BEGIN Given data

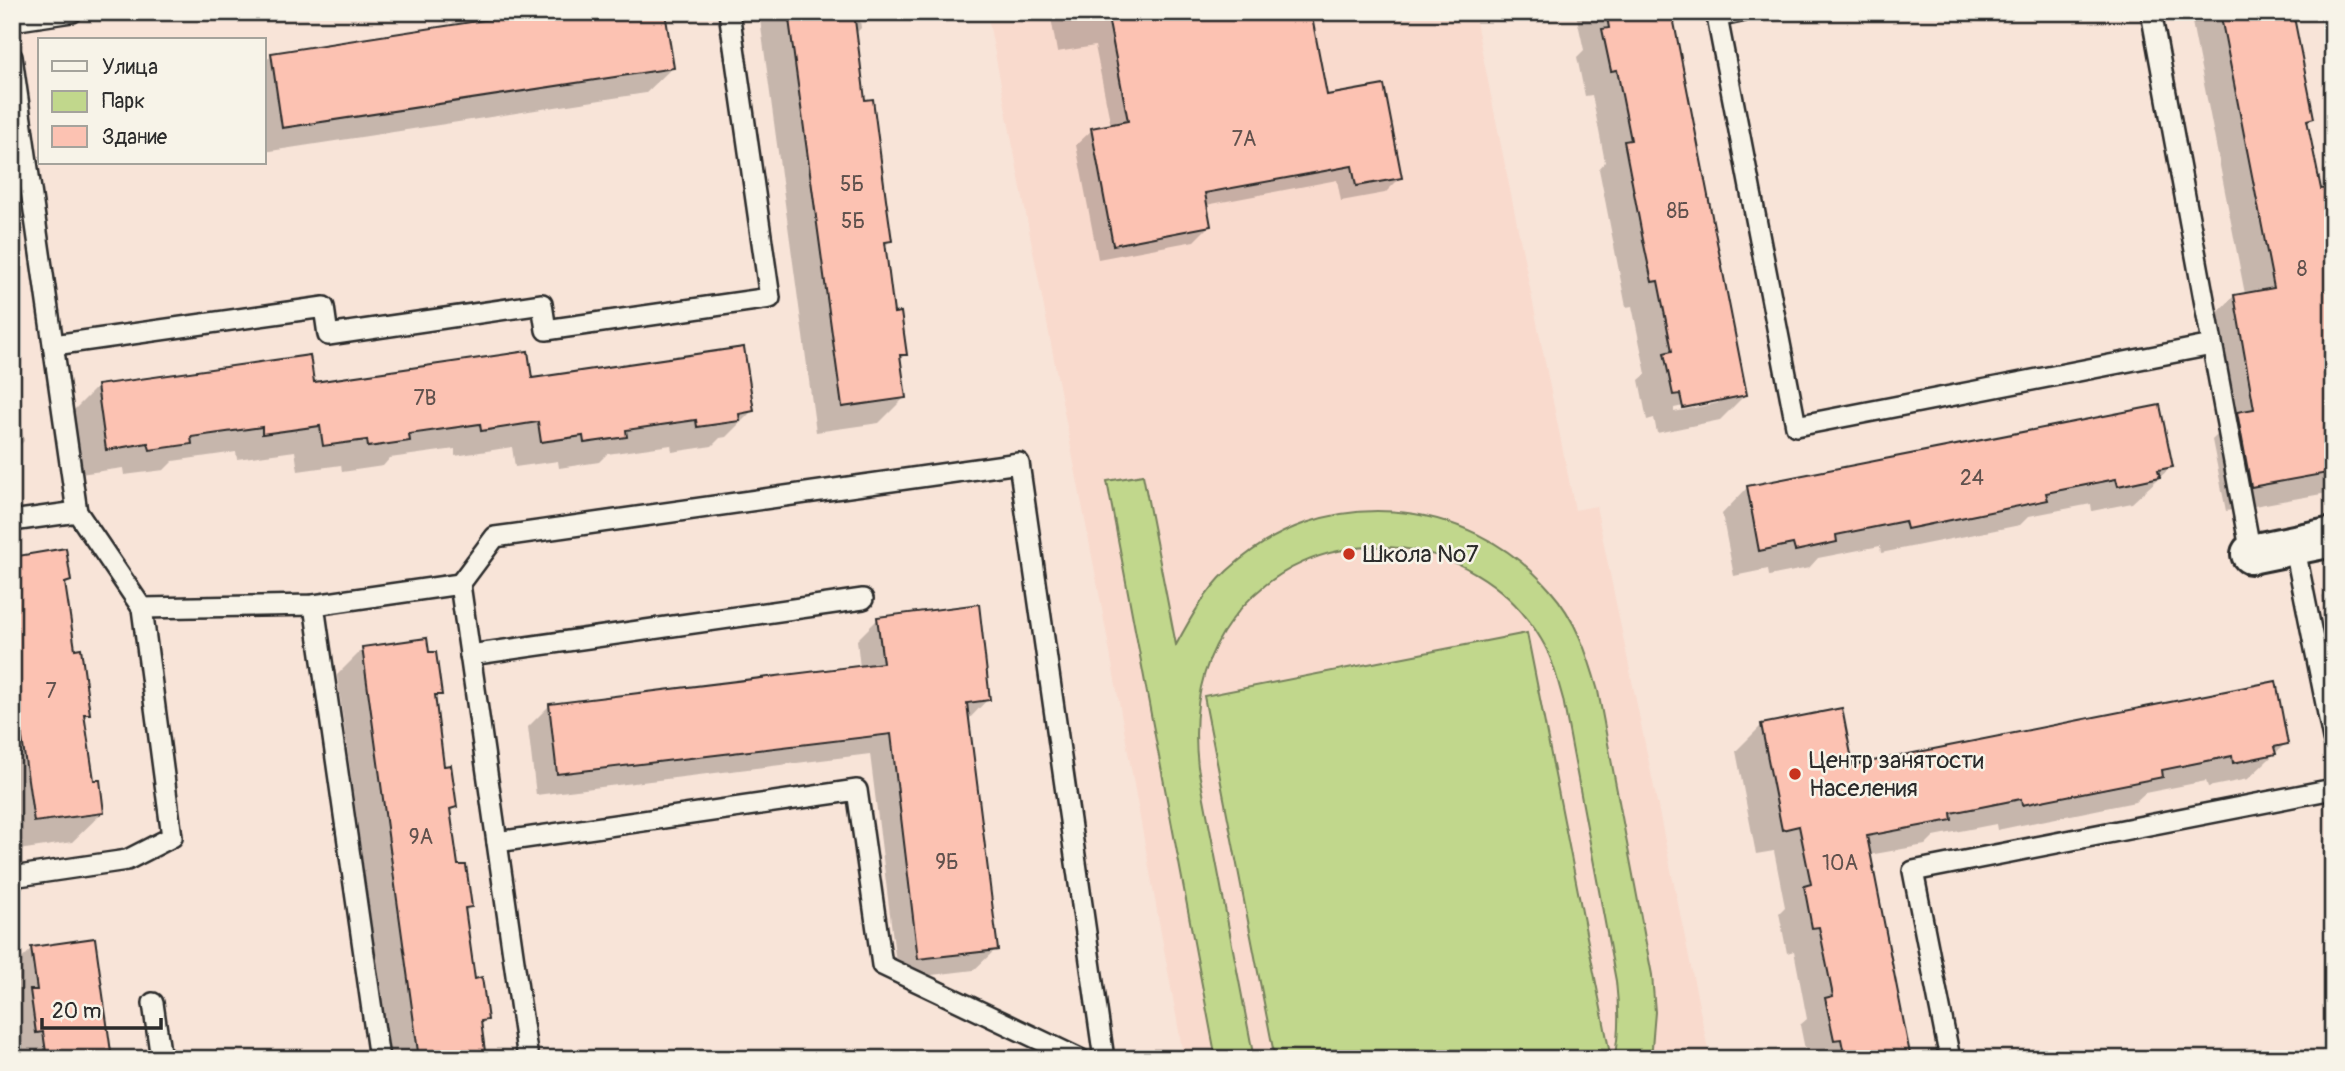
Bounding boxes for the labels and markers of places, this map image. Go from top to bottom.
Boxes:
place label: Школа №7 [1363,540,1479,569]
marker: Школа №7 [1341,546,1357,562]
place label: Центр занятости Населения [1809,746,1984,803]
marker: Центр занятости Населения [1787,766,1803,782]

END Given data

• _Directions_:
The entries are to be copied exactly, and each image is to be omitted.

• _Final answer_:
Bounding boxes for the labels and markers of places, this map image. Go from top to bottom.
Boxes:
place label: Школа №7 [1363,540,1479,569]
marker: Школа №7 [1341,546,1357,562]
place label: Центр занятости Населения [1809,746,1984,803]
marker: Центр занятости Населения [1787,766,1803,782]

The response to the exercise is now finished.